What is needed is a verbatim copy of each record below.
^^^^
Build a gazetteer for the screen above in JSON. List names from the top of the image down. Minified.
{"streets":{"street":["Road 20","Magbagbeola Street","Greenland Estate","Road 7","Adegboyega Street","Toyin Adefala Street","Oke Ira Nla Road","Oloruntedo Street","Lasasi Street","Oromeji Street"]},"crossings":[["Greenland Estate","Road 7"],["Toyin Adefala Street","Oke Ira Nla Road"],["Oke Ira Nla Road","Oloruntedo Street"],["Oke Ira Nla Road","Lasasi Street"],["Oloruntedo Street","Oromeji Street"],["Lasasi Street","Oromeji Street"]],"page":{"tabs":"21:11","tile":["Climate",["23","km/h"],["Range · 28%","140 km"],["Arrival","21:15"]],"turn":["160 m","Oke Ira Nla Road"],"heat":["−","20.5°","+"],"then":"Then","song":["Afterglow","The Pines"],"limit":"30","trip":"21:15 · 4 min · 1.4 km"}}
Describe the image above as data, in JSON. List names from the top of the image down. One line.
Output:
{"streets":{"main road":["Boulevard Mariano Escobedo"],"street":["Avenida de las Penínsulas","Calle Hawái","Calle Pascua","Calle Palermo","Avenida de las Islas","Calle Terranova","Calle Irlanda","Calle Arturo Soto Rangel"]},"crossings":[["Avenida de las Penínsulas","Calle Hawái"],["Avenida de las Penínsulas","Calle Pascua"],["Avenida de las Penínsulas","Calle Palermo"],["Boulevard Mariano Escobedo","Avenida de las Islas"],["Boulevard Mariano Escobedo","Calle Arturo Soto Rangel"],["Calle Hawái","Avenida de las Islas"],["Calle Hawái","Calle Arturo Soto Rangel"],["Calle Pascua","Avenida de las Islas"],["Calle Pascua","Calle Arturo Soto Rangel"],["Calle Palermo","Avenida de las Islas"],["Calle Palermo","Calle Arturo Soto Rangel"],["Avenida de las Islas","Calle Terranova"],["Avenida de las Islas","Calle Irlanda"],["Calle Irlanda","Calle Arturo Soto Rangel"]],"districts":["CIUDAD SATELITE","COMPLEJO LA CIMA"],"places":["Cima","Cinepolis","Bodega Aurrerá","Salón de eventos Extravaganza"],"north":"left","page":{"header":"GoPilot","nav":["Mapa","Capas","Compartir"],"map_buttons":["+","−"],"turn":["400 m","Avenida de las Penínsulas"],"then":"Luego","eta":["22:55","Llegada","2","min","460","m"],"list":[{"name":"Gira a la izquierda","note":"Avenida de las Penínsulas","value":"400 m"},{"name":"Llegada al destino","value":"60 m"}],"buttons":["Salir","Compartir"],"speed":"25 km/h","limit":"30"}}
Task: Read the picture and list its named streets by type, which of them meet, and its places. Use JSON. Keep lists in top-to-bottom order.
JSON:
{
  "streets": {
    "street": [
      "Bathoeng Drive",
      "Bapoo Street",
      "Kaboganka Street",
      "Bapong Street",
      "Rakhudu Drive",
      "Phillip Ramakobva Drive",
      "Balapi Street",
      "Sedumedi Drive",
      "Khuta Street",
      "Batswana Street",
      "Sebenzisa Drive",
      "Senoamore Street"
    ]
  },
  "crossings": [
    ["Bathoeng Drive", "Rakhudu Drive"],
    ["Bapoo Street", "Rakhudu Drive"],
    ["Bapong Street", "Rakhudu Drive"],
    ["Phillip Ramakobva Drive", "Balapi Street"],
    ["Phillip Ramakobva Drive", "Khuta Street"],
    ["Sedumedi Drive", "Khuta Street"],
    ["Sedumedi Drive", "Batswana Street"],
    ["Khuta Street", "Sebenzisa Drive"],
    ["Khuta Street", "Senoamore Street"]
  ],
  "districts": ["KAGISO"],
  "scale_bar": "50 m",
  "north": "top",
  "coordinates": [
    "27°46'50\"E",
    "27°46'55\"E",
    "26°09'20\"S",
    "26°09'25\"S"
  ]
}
^^^^
Exercise solution —
Build a gazetteer for the screen above in JSON. List names from the top of the image down. Minified.
{"streets":{"street":["Road 20","Magbagbeola Street","Greenland Estate","Road 7","Adegboyega Street","Toyin Adefala Street","Oke Ira Nla Road","Oloruntedo Street","Lasasi Street","Oromeji Street"]},"crossings":[["Greenland Estate","Road 7"],["Toyin Adefala Street","Oke Ira Nla Road"],["Oke Ira Nla Road","Oloruntedo Street"],["Oke Ira Nla Road","Lasasi Street"],["Oloruntedo Street","Oromeji Street"],["Lasasi Street","Oromeji Street"]],"page":{"tabs":"21:11","tile":["Climate",["23","km/h"],["Range · 28%","140 km"],["Arrival","21:15"]],"turn":["160 m","Oke Ira Nla Road"],"heat":["−","20.5°","+"],"then":"Then","song":["Afterglow","The Pines"],"limit":"30","trip":"21:15 · 4 min · 1.4 km"}}
Describe the image above as data, in JSON. List names from the top of the image down. One line.
Output:
{"streets":{"main road":["Boulevard Mariano Escobedo"],"street":["Avenida de las Penínsulas","Calle Hawái","Calle Pascua","Calle Palermo","Avenida de las Islas","Calle Terranova","Calle Irlanda","Calle Arturo Soto Rangel"]},"crossings":[["Avenida de las Penínsulas","Calle Hawái"],["Avenida de las Penínsulas","Calle Pascua"],["Avenida de las Penínsulas","Calle Palermo"],["Boulevard Mariano Escobedo","Avenida de las Islas"],["Boulevard Mariano Escobedo","Calle Arturo Soto Rangel"],["Calle Hawái","Avenida de las Islas"],["Calle Hawái","Calle Arturo Soto Rangel"],["Calle Pascua","Avenida de las Islas"],["Calle Pascua","Calle Arturo Soto Rangel"],["Calle Palermo","Avenida de las Islas"],["Calle Palermo","Calle Arturo Soto Rangel"],["Avenida de las Islas","Calle Terranova"],["Avenida de las Islas","Calle Irlanda"],["Calle Irlanda","Calle Arturo Soto Rangel"]],"districts":["CIUDAD SATELITE","COMPLEJO LA CIMA"],"places":["Cima","Cinepolis","Bodega Aurrerá","Salón de eventos Extravaganza"],"north":"left","page":{"header":"GoPilot","nav":["Mapa","Capas","Compartir"],"map_buttons":["+","−"],"turn":["400 m","Avenida de las Penínsulas"],"then":"Luego","eta":["22:55","Llegada","2","min","460","m"],"list":[{"name":"Gira a la izquierda","note":"Avenida de las Penínsulas","value":"400 m"},{"name":"Llegada al destino","value":"60 m"}],"buttons":["Salir","Compartir"],"speed":"25 km/h","limit":"30"}}
Task: Read the picture and list its named streets by type, which of them meet, and its places. Use JSON. Keep lists in top-to-bottom order.
JSON:
{
  "streets": {
    "street": [
      "Bathoeng Drive",
      "Bapoo Street",
      "Kaboganka Street",
      "Bapong Street",
      "Rakhudu Drive",
      "Phillip Ramakobva Drive",
      "Balapi Street",
      "Sedumedi Drive",
      "Khuta Street",
      "Batswana Street",
      "Sebenzisa Drive",
      "Senoamore Street"
    ]
  },
  "crossings": [
    ["Bathoeng Drive", "Rakhudu Drive"],
    ["Bapoo Street", "Rakhudu Drive"],
    ["Bapong Street", "Rakhudu Drive"],
    ["Phillip Ramakobva Drive", "Balapi Street"],
    ["Phillip Ramakobva Drive", "Khuta Street"],
    ["Sedumedi Drive", "Khuta Street"],
    ["Sedumedi Drive", "Batswana Street"],
    ["Khuta Street", "Sebenzisa Drive"],
    ["Khuta Street", "Senoamore Street"]
  ],
  "districts": ["KAGISO"],
  "scale_bar": "50 m",
  "north": "top",
  "coordinates": [
    "27°46'50\"E",
    "27°46'55\"E",
    "26°09'20\"S",
    "26°09'25\"S"
  ]
}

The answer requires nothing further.